First I stopped by Fella’s in West Tisbury. I’m familiar with Fella’s cuisine, but this was my first time at the takeout shop. I took co-owner Jane Cecilio’s advice and ordered the Southwest Chicken Panini. She insisted I try the Roasted Turkey sandwich as well, and with little convincing, I gave in. The Southwest Panini was stacked with juicy chicken breast baked to perfection, with a crispy, spicy rub on the outside, served on focaccia with tomato, provolone, chipotle mayo, and the optional addition of bacon and avocado. The mayo had a distinct and delicious flavor that not only held the sandwich together, but could also be easily eaten by the spoonful. Jane said the mayo is a homemade Fella’s creation that goes well with everything. I couldn’t disagree. After a few bites of the Roasted Turkey Sandwich, I could see why it’s their top seller. With pepperJack cheese, applewood smoked bacon, red onion, and the most enjoyable deli turkey I have ever had in my life, this flavor combination can’t be beat — simple and savory with a kick. These aren’t your run-of-the-mill sandwiches, and none of them exceeded $10.50. I will definitely be back for more sandwiches, and in hopes of purchasing all the chipotle mayo they have in house.

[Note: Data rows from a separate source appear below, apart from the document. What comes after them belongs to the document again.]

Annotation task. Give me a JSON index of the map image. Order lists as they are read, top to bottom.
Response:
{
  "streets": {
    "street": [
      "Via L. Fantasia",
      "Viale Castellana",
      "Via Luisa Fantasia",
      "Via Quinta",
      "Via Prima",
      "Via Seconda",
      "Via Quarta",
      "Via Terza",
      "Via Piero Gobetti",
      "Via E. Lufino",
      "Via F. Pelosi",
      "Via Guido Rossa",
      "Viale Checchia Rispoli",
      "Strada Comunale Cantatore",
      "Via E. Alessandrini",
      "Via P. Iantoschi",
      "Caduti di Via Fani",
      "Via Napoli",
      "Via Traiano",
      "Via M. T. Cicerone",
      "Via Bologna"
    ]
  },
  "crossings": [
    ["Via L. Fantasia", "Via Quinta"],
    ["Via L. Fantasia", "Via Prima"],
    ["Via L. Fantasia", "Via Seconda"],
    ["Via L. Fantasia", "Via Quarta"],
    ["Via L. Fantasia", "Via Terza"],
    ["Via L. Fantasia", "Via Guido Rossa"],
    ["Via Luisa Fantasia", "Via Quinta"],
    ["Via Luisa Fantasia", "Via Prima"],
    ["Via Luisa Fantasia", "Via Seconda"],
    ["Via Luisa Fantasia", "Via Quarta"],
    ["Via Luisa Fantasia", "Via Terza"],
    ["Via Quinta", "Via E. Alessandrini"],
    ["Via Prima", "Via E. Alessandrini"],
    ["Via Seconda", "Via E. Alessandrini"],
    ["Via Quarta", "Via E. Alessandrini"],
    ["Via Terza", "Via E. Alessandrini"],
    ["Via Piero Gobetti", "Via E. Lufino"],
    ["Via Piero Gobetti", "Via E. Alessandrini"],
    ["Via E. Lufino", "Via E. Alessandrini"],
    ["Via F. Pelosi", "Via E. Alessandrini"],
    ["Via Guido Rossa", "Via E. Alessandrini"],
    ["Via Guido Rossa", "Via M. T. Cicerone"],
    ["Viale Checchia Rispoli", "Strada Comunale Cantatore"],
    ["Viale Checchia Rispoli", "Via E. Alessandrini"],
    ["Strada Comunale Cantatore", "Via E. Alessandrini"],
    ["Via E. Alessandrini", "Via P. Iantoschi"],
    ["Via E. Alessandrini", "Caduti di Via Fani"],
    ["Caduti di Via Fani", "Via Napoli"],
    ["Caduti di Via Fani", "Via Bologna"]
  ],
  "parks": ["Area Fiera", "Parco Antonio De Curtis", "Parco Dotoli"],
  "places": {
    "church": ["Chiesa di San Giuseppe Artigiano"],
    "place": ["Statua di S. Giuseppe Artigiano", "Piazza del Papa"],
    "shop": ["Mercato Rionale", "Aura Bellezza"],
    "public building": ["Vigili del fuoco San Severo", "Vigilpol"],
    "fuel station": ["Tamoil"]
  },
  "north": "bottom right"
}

Next on my list was Vineyard Haven’s Island Fresh. Having ordered their Portuguesa pizza once or twice (or 10 times), I am familiar with their pizza menu, but not their sandwiches. I was greeted by owner Paulo Miranda, who to my surprise was in the middle of kneading an impressive amount of bread dough. He told me that all of his sandwiches are served on homemade bread, a rare treat for a local sandwich lover. I studied the menu and decided on the Veggie Panini. With roasted red peppers, eggplant, onions, and sautéed spinach and Cheddar, it wouldn’t matter to me if this sandwich was served on Wonder Bread. It was simple, fresh, and bursting with flavor. Typically, I like a good veggie sandwich with some hot mustard, but this lunch tasted perfect exactly how it was served. The eggplant was sliced thin and remained crispy despite being under layers of spinach. The bite of the onion paired well with the sharp Cheddar cheese and mildly sweet red peppers. All the flavors and juices were soaked up effectively by the soft and fluffy inside of the homemade bread, and kept together by its crispy outside. This sandwich was proof that with a few high-quality and homemade ingredients, simplicity is a culinary key.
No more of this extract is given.